I politely pointed out the glaring inconsistency between these two messages, the fact that I had been warmly welcomed by the first only to be summarily dismissed by the second. I needed to know, what gives? Or rather what gave? Why, after such a promising beginning, was my ticket simply closed, with no explanation whatsoever?

Listen closely, folks. The HR people at this facility (be it Johns Hopkins or wherever) are about to evince their utter disdain for the common working man!

Suddenly, two new messages appeared in my in-box, apparently in response to my above-mentioned misgivings. Once again, the first message's subject line read "Ticket Received," while the second read "Ticket Closed."

I'm sorry I can't directly quote the body text from the first of these two messages, since I deleted both in anger after reading its two terse sentences. But the HR maven gave me to understand that I had chosen the wrong venue to make my pitch, thank me very much, and that, in any case, the university (or whatever it was) had their own highly satisfactory staffers that do precisely the sort of work that I have offered to perform. So there! True, the text didn't actually include the words "so there," but the schoolyard taunt would not have been inconsistent with the curt tenor of this response (or rather rebuttal) to my original query. Nor could I easily respond to this complacent retort, since the writer's immediate closing of the ticket eliminated the normal response options available to me via the help-desk platform.

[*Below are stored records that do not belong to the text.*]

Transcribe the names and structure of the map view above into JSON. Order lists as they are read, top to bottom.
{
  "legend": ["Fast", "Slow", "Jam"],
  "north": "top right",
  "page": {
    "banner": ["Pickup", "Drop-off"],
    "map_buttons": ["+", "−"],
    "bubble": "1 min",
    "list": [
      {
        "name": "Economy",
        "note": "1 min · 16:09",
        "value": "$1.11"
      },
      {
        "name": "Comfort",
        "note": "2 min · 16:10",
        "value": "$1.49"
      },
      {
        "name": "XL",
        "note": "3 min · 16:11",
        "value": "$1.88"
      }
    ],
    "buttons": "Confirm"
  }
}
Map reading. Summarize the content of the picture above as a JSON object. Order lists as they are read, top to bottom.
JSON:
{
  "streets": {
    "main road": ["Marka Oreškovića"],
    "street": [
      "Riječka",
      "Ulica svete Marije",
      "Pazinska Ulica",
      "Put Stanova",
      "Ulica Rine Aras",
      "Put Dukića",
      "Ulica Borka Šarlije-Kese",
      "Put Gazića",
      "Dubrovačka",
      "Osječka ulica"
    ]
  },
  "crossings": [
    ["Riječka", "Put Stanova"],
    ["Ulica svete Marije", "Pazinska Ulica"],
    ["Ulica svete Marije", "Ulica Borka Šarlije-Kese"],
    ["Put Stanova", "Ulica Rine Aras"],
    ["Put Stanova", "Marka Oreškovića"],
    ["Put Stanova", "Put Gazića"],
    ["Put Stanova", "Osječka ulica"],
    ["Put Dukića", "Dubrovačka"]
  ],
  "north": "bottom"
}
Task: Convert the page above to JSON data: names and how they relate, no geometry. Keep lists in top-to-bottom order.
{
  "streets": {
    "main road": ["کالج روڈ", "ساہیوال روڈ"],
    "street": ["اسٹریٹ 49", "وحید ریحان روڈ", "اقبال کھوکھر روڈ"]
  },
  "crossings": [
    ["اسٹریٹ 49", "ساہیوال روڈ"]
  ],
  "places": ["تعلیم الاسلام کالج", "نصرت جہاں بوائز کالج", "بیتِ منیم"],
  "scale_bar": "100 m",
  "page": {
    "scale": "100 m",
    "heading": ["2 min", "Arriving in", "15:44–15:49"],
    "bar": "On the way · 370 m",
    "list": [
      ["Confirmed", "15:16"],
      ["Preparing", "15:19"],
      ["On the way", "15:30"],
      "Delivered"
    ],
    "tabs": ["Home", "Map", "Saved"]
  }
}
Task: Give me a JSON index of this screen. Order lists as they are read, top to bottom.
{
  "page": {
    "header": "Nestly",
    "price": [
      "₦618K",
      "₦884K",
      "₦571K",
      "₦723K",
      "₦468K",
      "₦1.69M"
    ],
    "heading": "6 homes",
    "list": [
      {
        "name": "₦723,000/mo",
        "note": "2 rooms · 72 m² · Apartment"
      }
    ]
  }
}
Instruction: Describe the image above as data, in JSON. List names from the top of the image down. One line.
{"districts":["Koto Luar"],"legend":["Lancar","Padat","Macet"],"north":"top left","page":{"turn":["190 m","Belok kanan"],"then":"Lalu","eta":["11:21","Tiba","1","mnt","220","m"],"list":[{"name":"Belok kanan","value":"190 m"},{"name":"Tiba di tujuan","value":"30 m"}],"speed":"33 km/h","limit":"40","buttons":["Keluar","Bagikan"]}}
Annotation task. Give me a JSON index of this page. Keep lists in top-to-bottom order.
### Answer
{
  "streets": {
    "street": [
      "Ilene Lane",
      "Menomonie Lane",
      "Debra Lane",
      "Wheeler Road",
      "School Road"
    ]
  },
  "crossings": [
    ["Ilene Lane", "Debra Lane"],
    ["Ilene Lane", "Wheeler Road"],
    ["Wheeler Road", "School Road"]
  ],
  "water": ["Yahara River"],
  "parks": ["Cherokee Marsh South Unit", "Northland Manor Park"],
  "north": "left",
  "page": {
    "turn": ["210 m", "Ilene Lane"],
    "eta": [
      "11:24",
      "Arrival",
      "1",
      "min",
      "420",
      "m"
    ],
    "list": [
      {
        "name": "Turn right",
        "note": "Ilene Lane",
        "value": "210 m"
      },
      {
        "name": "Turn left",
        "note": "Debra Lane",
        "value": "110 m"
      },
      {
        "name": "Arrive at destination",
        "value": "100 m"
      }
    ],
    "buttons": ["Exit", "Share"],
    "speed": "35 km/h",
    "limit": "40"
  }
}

I got my own back, however, because I not only deleted the laconic rejoinder from my in-box but I flagged it as "spam" in my G-mail program -- an action that I'm not proud of in retrospect, but in the absence of a nearby punching bag, I had to do something. The only other option that came to mind was to compose a vitriolic broadside by way of response, and even in my aggravated state, I understood that this would have been overkill and could have even potentially given me a bad name in the freelance world as a whole. Besides, as my friends will tell you, bless them, I'm a stoic of the old school, so I knew, metaphysically speaking, that it was my business to amend my opinions of this affair rather than to lash out at any supposed external bad guys in the play. (Marcus Aurelius rules, baby: everything is opinion! You better ask somebody!)

Mind you, the factual part of the facility's response was not particularly disconcerting to me, as any veteran freelancer comes to expect that at least 9/10ths of such queries will fail (if not 99/100ths of them!) But I was somewhat taken aback by the heartlessly factual tone that my glib correspondent had adopted in quashing my hopes -- particularly the fact that he appeared to take umbrage (it sounded like a "he" to me) at the fact that I had communicated my offer via the wrong form. This was a little rich considering the fact the facility's confusing website offered no obvious alternative to the form in question. Besides, since the upshot of his message was that my services were not going to be needed in any case, he might have spared me the schoolmarm lecture about using the wrong consarned form.

Of course, I've moved on now and am no longer nettled (as the channel swimmer said after escaping the Portuguese man-of-war). But I felt obliged to share this incident with the public to demonstrate the indignities to which freelancers like myself are subjected, merely because we're trying to make money -- as if no one in the world but freelancers ever had such an end in view!

Humph! Can I get a humph, friends?

[crowd 'humphs']

Sorry, but I'm not going to reveal the name of the potential employer described in the above example. They could be located anywhere, from Baltimore, Maryland, to... to anywhere else. And the name of the institution could be anything, from Johns Hopkins University, to... to anything else.

I'm not going to play the blame game. I'm just talking to the man in the mirror -- or at least that subset of 'men in the mirror' who consider freelancers to be second-rate citizens. Humph.

Am I right, or am I right?

[loud, nay unbridled cheering]

Whoo! Gotta love that unbridled cheering, folks!

Freelancers of the world unite: you have nothing to lose but your second-class reputation!